Sssett.. Yaka menggamit tangan Ega dan langsung membawanya jauh-jauh dari situ...

Tai!!!!! sisa lagu dengan suara out of pitch itu terdengar dari kejauhan.

Sesaat kemudian suasana menjadi hening. Yang tersisa hanyalah gelengan kepala para pengunjung yang baru saja melihat suatu fenomena aneh.

Kayla beranjak menuju ruang diorama. Dodo mengikutinya. Ruang diorama seperti lorong. Di lorong itu terdapat kaca-kaca di dinding kiri dan kanannya. Tidak ada pembicaraan di antara keduanya. Masing-masing berada dalam kecanggungan.

"Kamu kenal Yaka, ehm.. maksud aku Mas Bisma dari mana?" Dodo mencoba memecahkan kesunyian yang ada.
"Oh, Mas Bisma temennya kakakku, Mas" Kayla menjawab. Tatapannya masih tertuju ke patung-patung kecil di depannya. "Mereka satu sinetron sekarang,"
Dodo menghampiri. "Panggil Dodo aja."
Kayla menoleh. Ia mengangguk dan tersenyum. Kemudian memalingkan mukanya kembali.

"Cewek kayak kamu kenapa ada di Monas?" Dodo mulai membuka percakapan lagi.
"Cewek kayak aku?" Ia menoleh lagi. Kali ini dengan tatapan yang agak tajam ke arah Dodo.
"Ya m..maksud aku, jarang-jarang ada anak muda yang masih minat dateng ke Monas." ia mencoba menjelaskan.

Kayla meninggalkan Dodo, dan beranjak ke diorama yang ada di belakang mereka.
"Aku ada liputan tadi. Aku wartawan".
"Oh wartawan.." Dodo berbalik. Sekarang yang tampak di depannya adalah bagian belakang tubuh Kayla.
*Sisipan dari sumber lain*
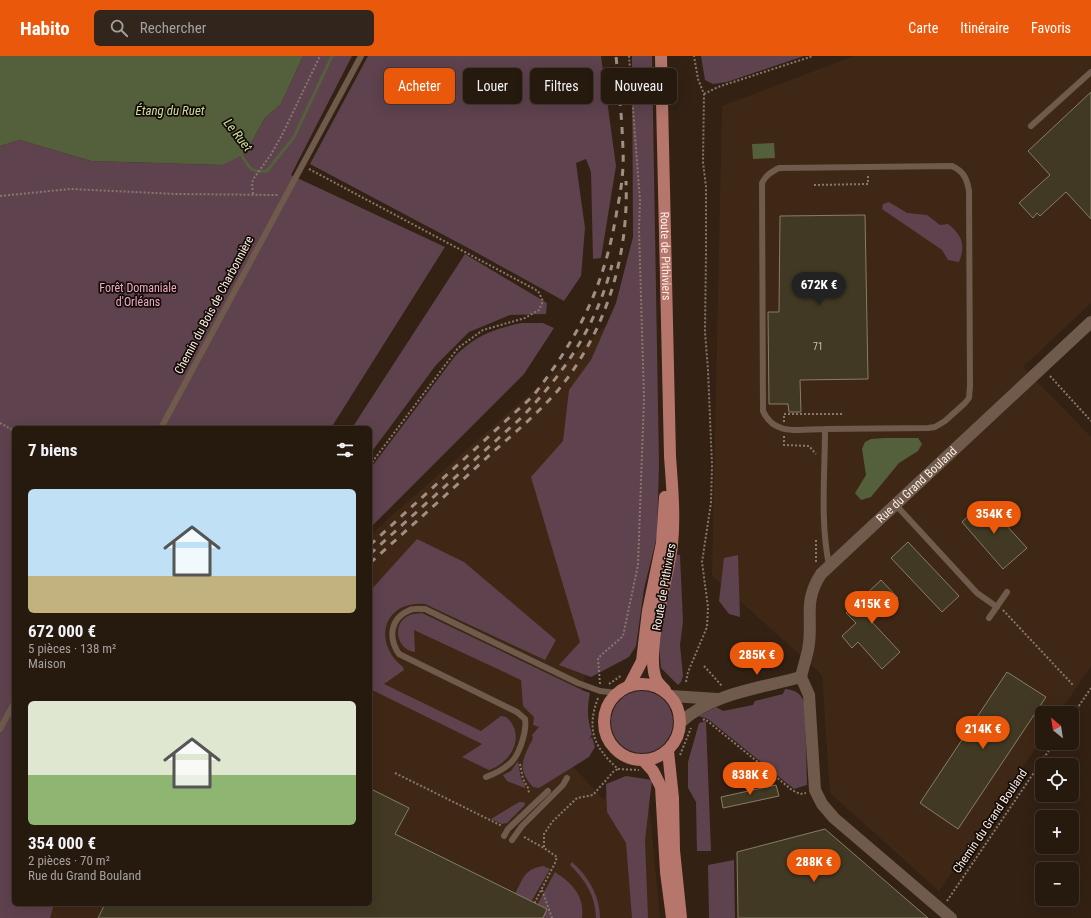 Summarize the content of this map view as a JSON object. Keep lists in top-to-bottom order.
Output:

Dalam tempaan temaram cahaya, tubuh itu membentuk siluet indah.
"Iya tapi rusak gara-gara jambret sialan .." sungut Kayla.

"Kenapa kamu ga liput aja tentang tugu-tugu jakarta?" Dodo beranjak menghampirinya.
Kayla menoleh. Ada rasa penasaran di raut wajahnya. "Maksudnya?"
"Kamu tahu gak mitos Monas ini?"
Kayla menggeleng.

"Kamu tau kan tugu ini dibangun oleh Soekarno?" ujar Dodo. Kali ini ia memaksa matanya untuk tidak melihat ke arah Kayla.
"Iya. Terus?" mata Kayla terus menatap Dodo
"Konon, ini bisa dilihat oleh Soekarno dari istana." Dodo menoleh. "Dan dari sana, tugu ini menyerupai seorang wanita."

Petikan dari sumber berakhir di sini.